Is Lord Sugar and The Apprentice out of touch with start-ups?

This year sees sixteen wannabe entrepreneurs go head to head in the desperate bid to become Lord Sugar's business partner and secure £250,000 investment in the process. . . It may be difficult for start-ups to raise funding right now, but there's no way times are this desperate, surely?

The show opened with each candidate pitching to the camera as if they were Mohammed Ali in his pomp. The self-belief and self-promotion intolerable yet annoyingly infatuating at the same time.

"My intelligence is like a machete in the jungle," was one quote from Jason Leech. While Zeeshan Shah says he takes business inspiration from Napoleon. Yep, that's right. Forget Branson, Jobs even Lord Sugar himself - Shah's most favorite entrepreneur is a warlord.

Predictably the candidates were split into boys v girls and sent to Tilbury docks where there are two containers full of tat for them to sell - bottled water, lucky Chinese waving cats, toilet paper, leather jackets and cat litter. . .Why Lord Sugar's investment hinges on the candidates ability to sell plastic cats we're not sure.

At the start of the show the candidates revealed their business ideas. Jaz Ampaw-Farr's sounded interesting, "an online learning platform" while Neil Clough mentioned how he might "revolutionise the estate agent industry." 

Fast forward and Jaz is trying to sell plastic Chinese cats to a Chinese tourist shop owner, who points out the obvious, "I can buy these direct from China at half the price." While Neil's ended up at Battersea Dogs home doing his most to get the best price from a man who looks after vulnerable animals - nice one. 

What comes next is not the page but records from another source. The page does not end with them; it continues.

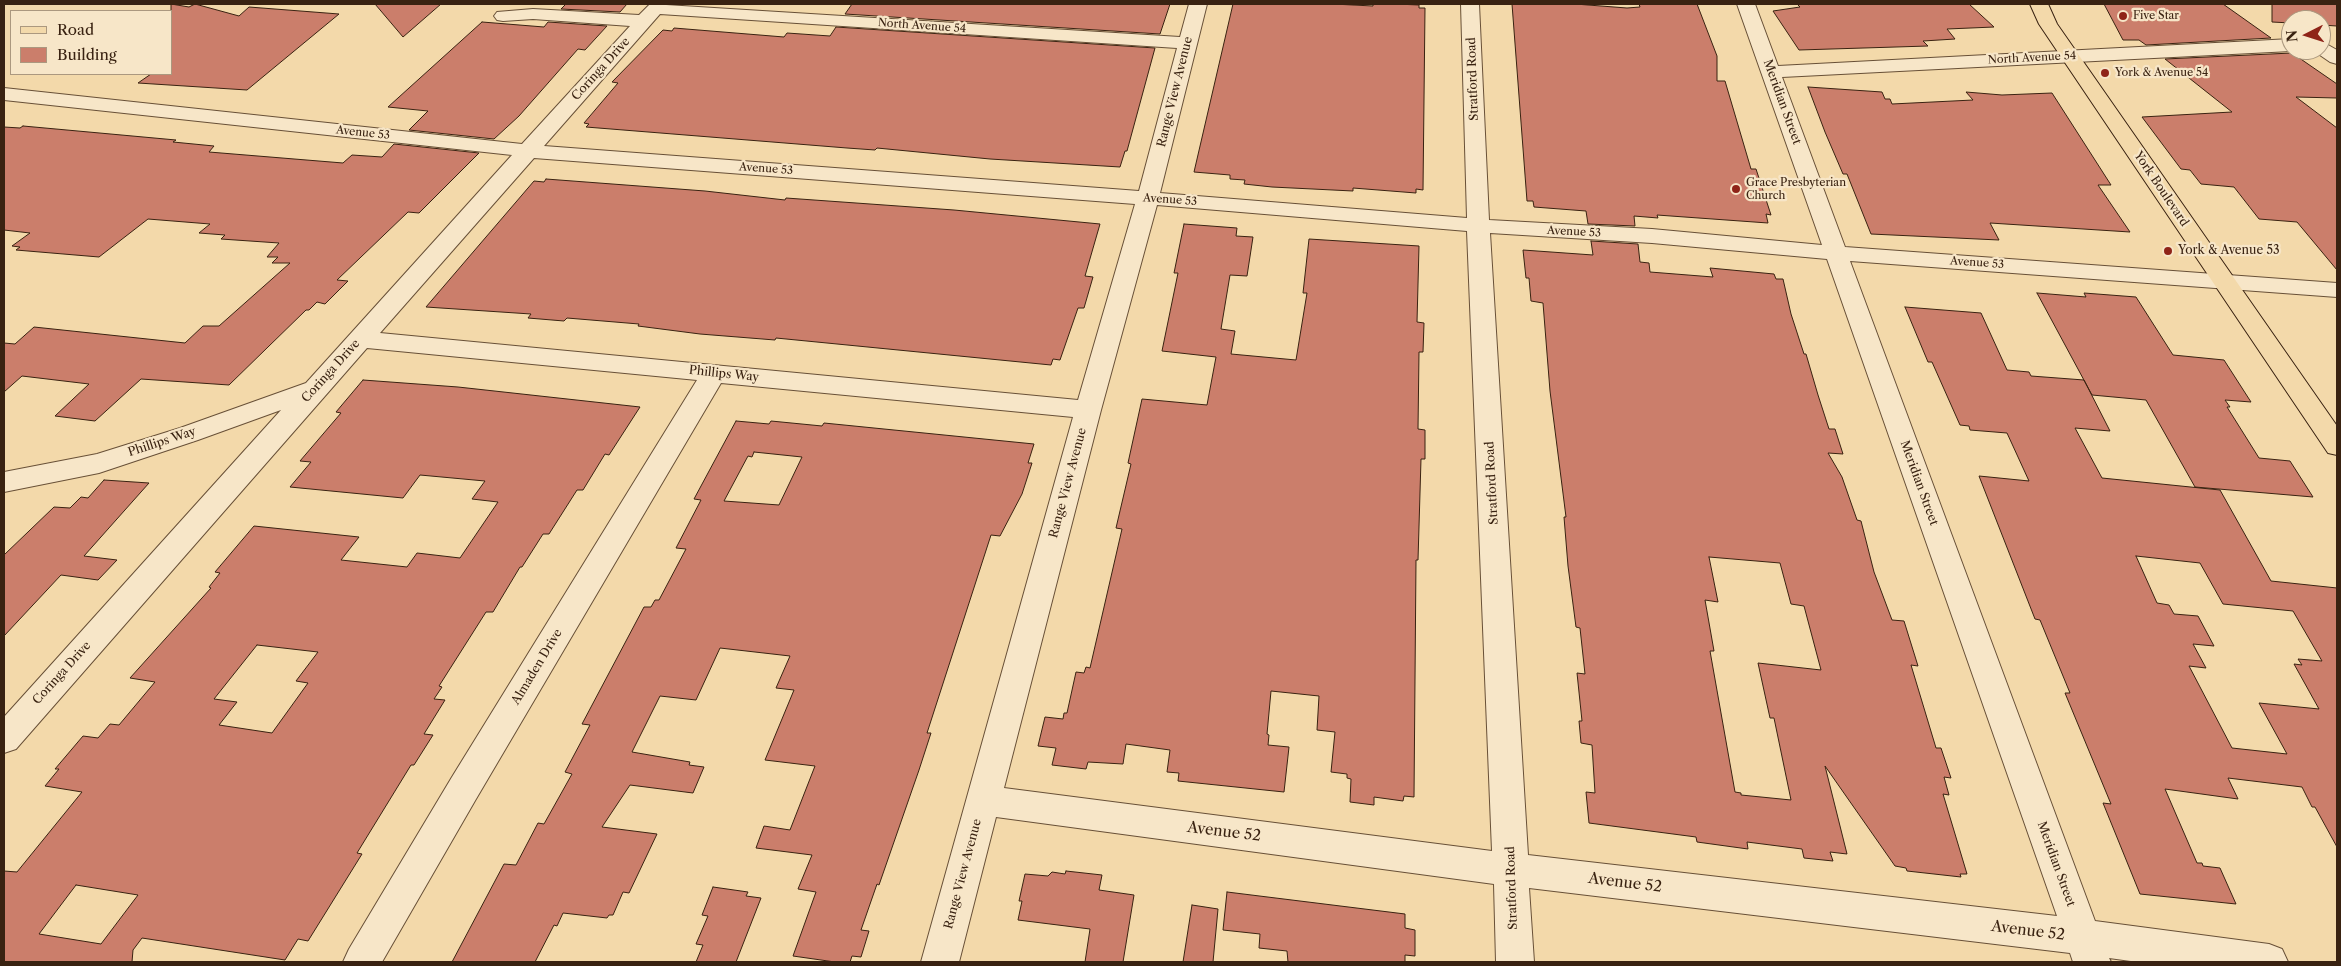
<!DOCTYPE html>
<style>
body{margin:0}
#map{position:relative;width:2341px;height:966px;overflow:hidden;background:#f3d9aa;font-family:"Libre Caslon Text",serif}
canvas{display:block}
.frame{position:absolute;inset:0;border:5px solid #392211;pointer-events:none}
.legend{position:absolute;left:10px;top:10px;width:162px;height:65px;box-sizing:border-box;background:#f7e6c8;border:1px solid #ab987f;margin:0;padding:6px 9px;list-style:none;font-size:15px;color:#392211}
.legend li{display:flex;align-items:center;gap:10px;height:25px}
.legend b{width:25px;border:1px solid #ab987f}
.north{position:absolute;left:2281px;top:10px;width:50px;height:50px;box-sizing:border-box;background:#f7e6c8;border:1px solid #ab987f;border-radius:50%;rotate:265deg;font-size:14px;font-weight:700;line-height:20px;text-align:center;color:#392211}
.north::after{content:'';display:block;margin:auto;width:18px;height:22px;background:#8f2418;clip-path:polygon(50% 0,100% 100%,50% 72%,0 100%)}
</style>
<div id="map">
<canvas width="2341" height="966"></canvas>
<div class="frame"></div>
<ul class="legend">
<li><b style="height:6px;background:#f3d9aa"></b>Road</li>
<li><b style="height:14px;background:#cb7e6b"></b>Building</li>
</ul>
<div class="north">N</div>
</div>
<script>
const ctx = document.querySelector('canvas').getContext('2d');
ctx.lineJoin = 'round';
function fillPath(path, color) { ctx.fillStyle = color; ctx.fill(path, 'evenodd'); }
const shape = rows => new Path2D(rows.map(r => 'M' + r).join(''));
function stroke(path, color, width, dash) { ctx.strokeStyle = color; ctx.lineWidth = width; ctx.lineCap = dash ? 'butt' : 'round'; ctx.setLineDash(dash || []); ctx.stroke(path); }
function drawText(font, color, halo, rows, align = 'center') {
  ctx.font = font + ' "Libre Caslon Text",serif'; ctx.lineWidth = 4.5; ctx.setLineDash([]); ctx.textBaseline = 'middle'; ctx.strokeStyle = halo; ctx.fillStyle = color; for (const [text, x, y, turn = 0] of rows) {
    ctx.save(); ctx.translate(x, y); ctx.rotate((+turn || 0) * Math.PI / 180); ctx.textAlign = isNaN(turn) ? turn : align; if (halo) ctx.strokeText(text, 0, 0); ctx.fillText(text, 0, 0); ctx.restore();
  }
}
const building = shape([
 [171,4,189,7,195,4,239,16,249,7,339,14,247,90,138,83,151,74,171,74,171,4],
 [375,4,441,4,403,37,375,4],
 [566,4,627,4,620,12,561,9,566,4],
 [852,4,1170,4,1160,34,845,14,852,4],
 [1233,4,1333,4,1373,6,1373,4,1396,4,1419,5,1419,8,1425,8,1423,190,1416,189,1416,193,1353,188,1353,191,1272,187,1244,184,1245,180,1230,179,1230,175,1194,172,1233,4],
 [1512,4,1575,4,1627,8,1640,7,1639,4,1697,4,1717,56,1717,81,1725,81,1751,169,1756,169,1771,215,1766,214,1768,223,1657,215,1658,218,1634,216,1635,226,1588,224,1586,211,1534,207,1533,201,1527,201,1512,4],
 [1797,4,1969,4,1994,27,1947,29,1955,39,1923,41,1928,46,1799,50,1773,11,1800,7,1797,4],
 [2104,4,2223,4,2271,38,2146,45,2139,40,2123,40,2104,4],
 [2272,4,2337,4,2337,26,2321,25,2321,20,2291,20,2291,23,2272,22,2272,4],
 [482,22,544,27,548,22,607,26,585,50,578,49,519,116,494,139,409,130,428,111,388,107,482,22],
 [836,27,1155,48,1127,151,1125,151,1120,167,990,159,877,148,875,150,847,148,586,127,589,124,584,123,618,83,612,82,663,30,672,31,674,28,784,37,787,33,830,36,836,27],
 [2292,53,2337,84,2337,98,2296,97,2337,128,2337,270,2297,222,2259,219,2234,187,2201,184,2190,170,2181,169,2142,117,2232,112,2165,59,2292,53],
 [1808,87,1882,92,1885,99,1890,99,1892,104,1973,100,1966,92,2002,95,2052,93,2111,185,2098,185,2130,232,1990,223,1999,240,1871,234,1847,174,1843,174,1825,132,1808,87],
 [23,126,176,140,173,142,214,146,209,152,343,163,352,155,382,157,394,144,479,153,419,213,408,212,337,280,348,281,325,304,317,302,309,310,306,310,229,385,141,379,95,421,55,416,89,384,22,376,4,392,4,343,15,344,34,327,185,343,203,326,219,326,290,263,272,263,278,257,267,257,279,243,221,239,225,235,199,233,210,224,148,219,99,257,16,250,20,247,12,246,30,233,4,230,4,127,20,128,23,126],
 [546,179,705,191,785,200,786,198,954,210,1100,224,1085,276,1093,277,1084,308,1078,308,1060,360,1053,359,1051,365,776,338,775,340,700,334,638,326,639,324,567,318,564,321,528,318,531,314,426,307,534,181,544,182,546,179],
 [1184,224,1237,228,1236,236,1253,237,1247,276,1230,275,1221,329,1235,331,1231,354,1296,360,1307,293,1303,293,1309,239,1419,246,1417,322,1424,323,1423,352,1419,352,1418,429,1425,430,1425,459,1421,459,1418,560,1416,560,1414,797,1404,796,1403,801,1374,797,1374,805,1350,802,1351,779,1347,778,1347,774,1331,772,1335,732,1317,730,1319,696,1271,691,1267,734,1269,735,1268,745,1289,747,1284,792,1178,781,1179,773,1167,772,1170,750,1126,744,1123,764,1088,762,1086,769,1052,765,1056,748,1038,746,1045,717,1063,719,1064,713,1067,713,1076,672,1084,673,1086,667,1090,668,1122,529,1116,528,1131,464,1128,463,1142,399,1207,405,1216,357,1162,351,1178,273,1174,273,1184,224],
 [1591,241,1638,244,1640,262,1649,263,1650,272,1713,277,1710,268,1774,274,1776,279,1783,279,1791,314,1804,354,1806,354,1818,395,1829,429,1835,429,1843,454,1828,453,1842,477,1857,520,1861,521,1874,572,1892,620,1904,621,1918,666,1911,665,1936,748,1941,748,1951,778,1944,777,1949,795,1943,794,1967,874,1960,874,1961,877,1907,871,1906,868,1895,866,1825,766,1847,854,1830,852,1833,861,1804,858,1802,849,1747,842,1748,849,1697,842,1696,837,1589,823,1586,792,1595,793,1592,745,1581,743,1579,721,1582,721,1577,673,1585,674,1580,628,1576,627,1568,566,1564,517,1566,517,1550,391,1543,303,1531,301,1529,278,1526,278,1523,250,1593,255,1591,241],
 [1709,557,1780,563,1791,604,1804,606,1821,670,1758,663,1770,718,1774,718,1791,800,1741,795,1741,793,1735,792,1710,651,1714,651,1705,600,1718,602,1709,557],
 [2037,293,2086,297,2084,293,2136,297,2173,355,2224,360,2251,402,2225,400,2230,407,2227,407,2259,458,2290,461,2313,497,2195,487,2146,400,2092,395,2037,293],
 [1905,307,1981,313,2007,370,2029,372,2031,376,2084,380,2110,431,2075,428,2102,478,2220,490,2271,581,2337,588,2337,847,2315,807,2312,807,2302,787,2228,778,2238,799,2165,789,2197,863,2202,863,2203,866,2220,868,2236,904,2140,894,2103,803,2111,804,2065,693,2070,693,2040,620,2035,619,1979,476,2029,481,2007,433,1970,430,1969,426,1960,425,1932,362,1928,362,1905,307],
 [2136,556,2200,563,2223,604,2293,611,2322,661,2298,659,2302,665,2294,664,2319,709,2259,703,2287,754,2232,748,2189,666,2206,668,2193,644,2214,646,2198,616,2174,614,2169,605,2157,603,2136,556],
 [363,380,458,387,640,407,609,455,605,454,583,490,577,490,549,534,543,534,522,567,520,567,493,612,486,612,439,686,442,687,434,699,445,700,424,734,433,735,414,765,411,765,357,853,362,854,308,941,298,939,285,960,142,938,133,950,132,962,4,962,4,871,17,872,82,792,45,786,59,769,55,769,83,736,98,738,110,724,119,725,155,682,130,678,211,588,209,587,220,573,215,572,254,526,359,537,341,560,407,567,417,553,460,558,498,502,472,499,485,481,420,475,403,498,290,487,311,462,300,461,341,413,336,412,363,380],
 [257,645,318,652,296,681,308,683,272,733,219,725,237,702,214,699,257,645],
 [76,885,138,895,101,944,39,934,76,885],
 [736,421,769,424,771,421,822,426,824,423,1034,444,1028,463,1032,463,1022,494,1000,536,991,535,927,733,931,733,919,770,879,885,877,884,861,930,869,931,861,957,852,956,850,962,835,962,793,956,816,892,798,889,812,855,756,848,764,826,790,830,815,766,765,760,794,690,776,688,790,656,720,648,696,700,660,696,632,752,690,762,689,765,704,767,693,793,630,785,602,827,657,834,629,893,623,892,613,915,609,915,607,918,563,913,557,926,554,925,535,962,452,962,504,864,516,865,538,823,544,824,572,774,565,772,590,725,582,724,644,607,651,607,655,600,659,600,686,549,676,548,701,500,694,499,736,421],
 [754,452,802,457,779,505,724,501,748,456,752,457,754,452],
 [104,480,149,483,84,556,117,560,98,580,61,575,4,636,4,555,54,507,70,508,81,497,88,498,104,480],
 [1066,871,1102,875,1099,890,1134,895,1123,962,1085,962,1090,929,1018,920,1022,901,1019,901,1025,874,1048,876,1052,872,1065,874,1066,871],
 [713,887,748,892,746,896,761,898,736,962,696,962,703,945,696,944,708,916,702,915,713,887],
 [1227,892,1405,914,1405,928,1415,930,1415,956,1405,955,1405,962,1288,962,1287,951,1259,948,1260,934,1223,930,1227,892],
 [1192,905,1218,909,1213,962,1183,962,1192,905]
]);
const minor = shape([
 [650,4,1180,37,1189,4,1207,4,1160,193,1467,218,1461,4,1479,4,1489,220,1652,229,1822,245,1737,4,1755,4,1778,66,2291,39,2291,50,2293,50,2291,51,1782,77,1845,247,2337,283,2337,297,1850,261,2095,921,2269,944,2282,949,2288,962,2138,962,2109,958,2111,962,2073,962,2070,953,1529,888,1534,962,1496,962,1494,884,996,817,959,962,921,962,1073,417,721,383,476,799,382,962,343,962,349,949,452,777,697,380,367,348,16,749,4,753,4,717,281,410,198,440,99,473,4,492,4,472,97,454,180,428,306,383,512,155,4,100,4,88,522,144,630,26,533,19,503,21,497,20,494,16,497,12,533,9,639,15,650,4],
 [660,14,1177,48,1139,191,544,146,660,14],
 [534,158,1135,204,1078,400,380,333,534,158],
 [1157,205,1467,231,1492,851,1004,788,1101,410,1157,205],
 [1490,233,1652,243,1827,259,2057,916,1528,855,1490,233],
 [2321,41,2337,50,2337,64,2330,62,2314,51,2321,50,2321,41]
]);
const major = shape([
 [2030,4,2048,4,2057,24,2337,426,2337,455,2328,453,2039,24,2030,4]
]);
const markers = [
 [2123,16,5,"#8f2418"],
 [2105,73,5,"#8f2418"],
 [1736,189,5,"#8f2418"],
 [2168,251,5,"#8f2418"]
];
const farPoinames = [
 ["Five Star",2133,16],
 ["York & Avenue 54",2115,73],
 ["Grace Presbyterian",1746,183],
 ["Church",1746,196]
];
const farStreetnames = [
 ["North Avenue 54",922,26,4],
 ["North Avenue 54",2032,58,-3],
 ["Avenue 53",363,133,6],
 ["Avenue 53",766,169,4],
 ["Avenue 53",1170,200,4],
 ["Avenue 53",1574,232,3],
 ["Avenue 53",1977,263,4]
];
const streetNames = [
 ["Coringa Drive",601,69,-48],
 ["Stratford Road",1473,79,-92],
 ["Range View Avenue",1175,92,-76],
 ["Meridian Street",1782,102,70],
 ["York Boulevard",2161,189,56],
 ["Coringa Drive",331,371,-48],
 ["Phillips Way",724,374,6],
 ["Phillips Way",162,442,-18],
 ["Range View Avenue",1068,483,-75],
 ["Stratford Road",1492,483,-93],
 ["Meridian Street",1919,483,70],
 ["Almaden Drive",537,667,-59],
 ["Coringa Drive",62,673,-48],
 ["Meridian Street",2056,864,70],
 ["Range View Avenue",963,874,-75],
 ["Stratford Road",1512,888,-92]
];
const poiNames = [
 ["York & Avenue 53",2178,251]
];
const nearStreetnames = [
 ["Avenue 52",1224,832,7],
 ["Avenue 52",1625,883,7],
 ["Avenue 52",2028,931,7]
];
fillPath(building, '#cb7e6b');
stroke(building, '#392211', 1);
stroke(minor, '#685037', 2);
stroke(major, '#392211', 2);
fillPath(minor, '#f7e6c8');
fillPath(major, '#f3d9aa');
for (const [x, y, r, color] of markers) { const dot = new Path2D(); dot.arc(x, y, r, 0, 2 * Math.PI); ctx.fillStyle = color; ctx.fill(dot); stroke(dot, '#f7e6c8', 2); }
drawText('11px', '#392211', '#f7e6c8', farPoinames, 'left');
drawText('11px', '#392211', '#f7e6c8', farStreetnames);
drawText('12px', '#392211', '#f7e6c8', streetNames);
drawText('12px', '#392211', '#f7e6c8', poiNames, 'left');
drawText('15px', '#392211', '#f7e6c8', nearStreetnames);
</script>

At the end of all the chaos, it's the girls who lose out, with team leader Jazz Ampaw-Farr bringing Sophie Lau and Uzma Yakoob back with her to face Lord Sugar in the boardroom. The girls fall into a backstabbing frenzy, while Sugar looks on gleefully before telling Jazz she's fired.

We love entrepreneurs at Smarta and Lord Sugar's an inspiration, but we can't help feeling let down by the Amstrad founder. Why's he judging the business ideas of the so called brightest bunch of entrepreneurs around on their ability to sell rubbish? Also, a business partner should be looked upon as an equal. We're struggling to see how Sugar can respect someone enough to be their partner, when for weeks before he had them jumping through hoops. The candidates would probably go and force a shopkeeper to sell them tartan paint or a long wait if he asked them.

These candidates have been plucked from thousands and supposedly they've got great business ideas. If that's the case, then we'd like to see Sugar being the lackey in a bid to work with the fresh ideas and talent.

Maybe this is what's wrong with the start-up world as a whole. We're always talking about how great the past is, rather than paying more attention to the ideas that'll make money in the future.